Fixing the Peer Group Problem

doi:10.2469/cfm.v28.n2.7

Antti Raappana, CFA
Barry M. Gillman, CFA
Fernand Schoppig
Kimmo Kurki

How can investors measure performance when no suitable peer group is available?

Fixing the Peer Group Problem View this article as a PDF

Peer group comparisons are a key element in asset manager evaluation and selection. The peer group floating bar chart is a familiar and easily understood tool that enables asset owners, consultants, and managers to assess whether a particular fund has done well or poorly against competitors with similar mandates over the same time period. Furthermore, peer groups are used as a reflection of a true range of potential portfolio returns in order to evaluate how significant the performance difference is between the portfolio and the “market average” (i.e., how skillful the manager is).

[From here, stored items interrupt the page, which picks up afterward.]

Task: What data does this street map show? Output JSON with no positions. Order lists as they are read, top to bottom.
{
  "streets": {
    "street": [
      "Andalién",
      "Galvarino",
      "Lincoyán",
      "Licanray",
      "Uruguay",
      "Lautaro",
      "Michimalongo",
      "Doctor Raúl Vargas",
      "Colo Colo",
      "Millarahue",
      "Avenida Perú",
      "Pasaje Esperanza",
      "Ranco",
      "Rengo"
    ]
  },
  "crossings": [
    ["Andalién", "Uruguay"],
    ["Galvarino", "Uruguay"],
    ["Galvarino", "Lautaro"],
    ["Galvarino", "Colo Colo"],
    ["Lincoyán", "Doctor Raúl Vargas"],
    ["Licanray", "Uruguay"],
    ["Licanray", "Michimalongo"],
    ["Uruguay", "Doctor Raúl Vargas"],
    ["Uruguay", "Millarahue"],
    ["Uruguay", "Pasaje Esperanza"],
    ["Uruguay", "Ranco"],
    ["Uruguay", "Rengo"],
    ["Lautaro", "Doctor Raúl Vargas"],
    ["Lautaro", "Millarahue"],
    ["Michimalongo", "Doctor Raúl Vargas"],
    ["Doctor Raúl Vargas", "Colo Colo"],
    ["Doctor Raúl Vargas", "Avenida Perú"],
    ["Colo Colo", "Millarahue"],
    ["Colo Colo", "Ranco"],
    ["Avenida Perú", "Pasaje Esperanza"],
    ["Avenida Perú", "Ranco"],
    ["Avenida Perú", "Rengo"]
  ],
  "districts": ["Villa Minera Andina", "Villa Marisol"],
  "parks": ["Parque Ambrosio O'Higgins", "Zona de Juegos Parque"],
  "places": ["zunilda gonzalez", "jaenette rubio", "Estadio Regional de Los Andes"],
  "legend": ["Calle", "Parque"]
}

But there are inherent problems for users of this approach. First, the use of published peer groups may provide an assessment against a broad universe of comparison, but its drawbacks include survivor bias, composition bias, timeliness, and (especially for the broadest peer universes) mismatches against the mandate being measured. Published peer groups can give you an estimate of how well your portfolio has done against competitors with similar benchmarks but whose mandates may differ from yours. What they can’t do is give a realistic assessment of the range of outcomes your manager could have achieved by making different decisions within the constraints of the mandate. In other words, using the wrong peer group gives an inaccurate picture of the true distribution of potential outcomes and might lead to false conclusions on the significance of relative performance.

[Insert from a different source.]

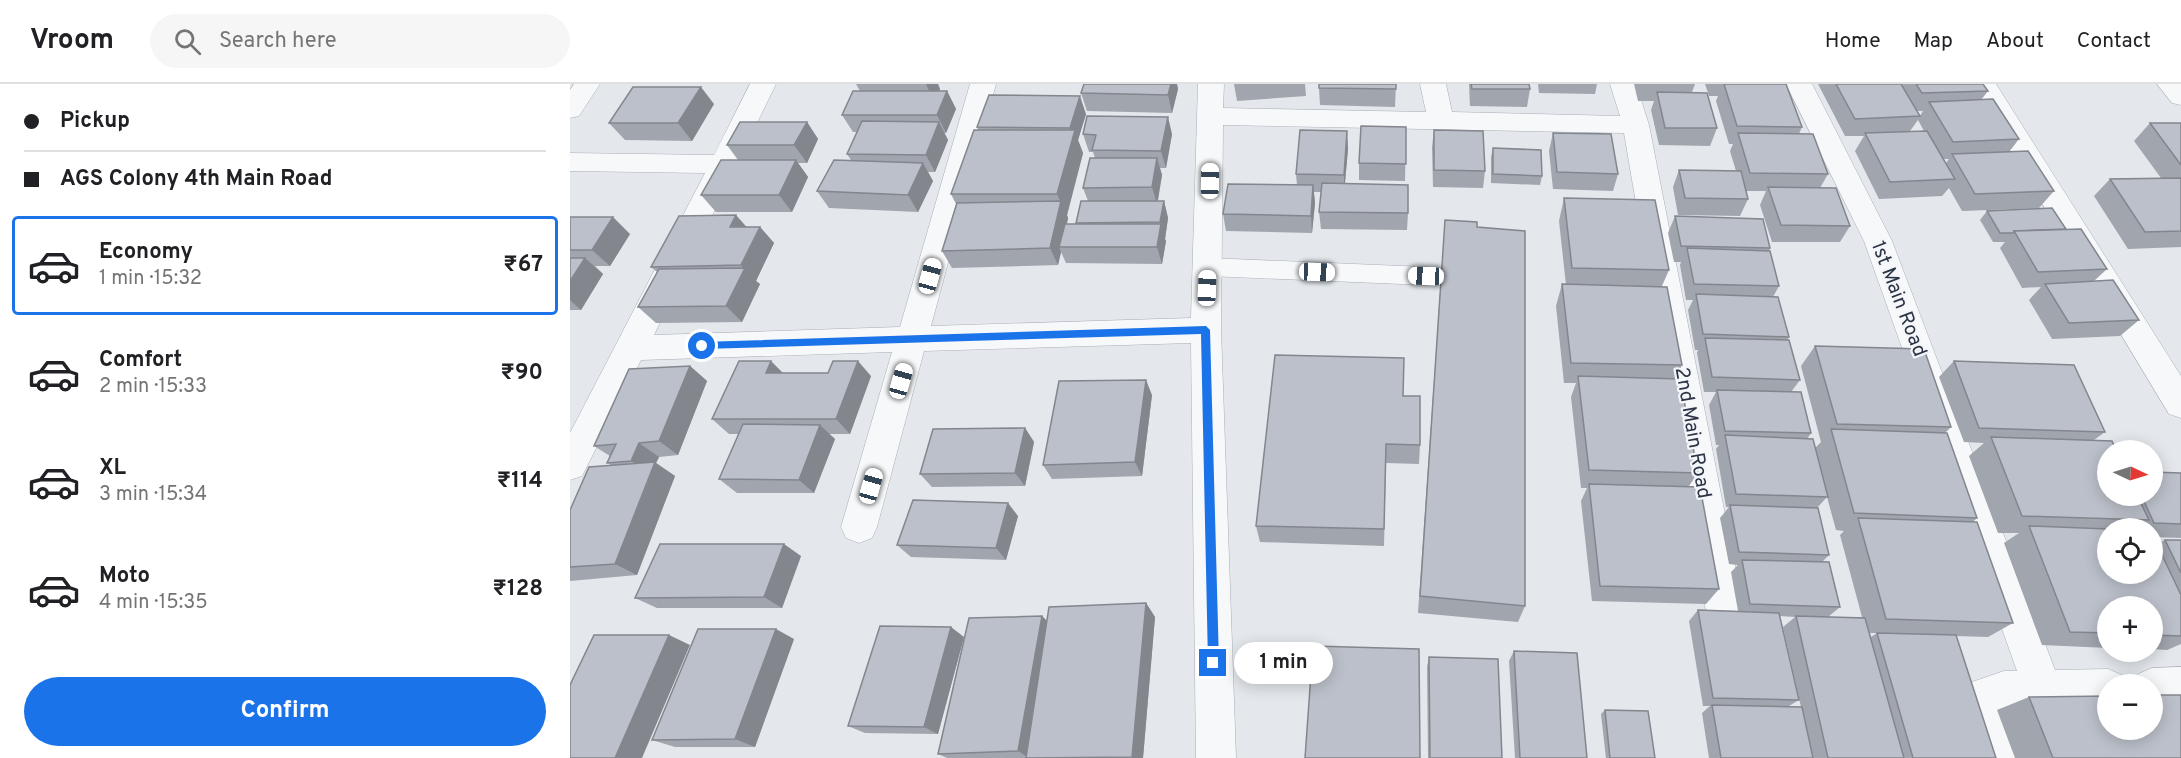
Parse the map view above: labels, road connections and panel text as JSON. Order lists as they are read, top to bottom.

Second, for some mandates, a suitable peer group may not even exist. Such is the situation for mandates that combine an “unusual” mix of countries, have constraints in a single country, or have systemic biases in terms of sectors or styles that reduce the peer group universe to few or no peers. In this circumstance, the problem is often compounded by the lack of a suitable benchmark index. Published indexes tend to be classified either by country/region or by size/style; when the mandate does not fit neatly into one of these classifications, the investor is limited to trying to combine two or more indexes into a “custom blend.” Even when this works to create a suitable return benchmark, the investor likely loses access to the index analytics provided by index publishers and, importantly, loses the ability to evaluate the significance of return deviations.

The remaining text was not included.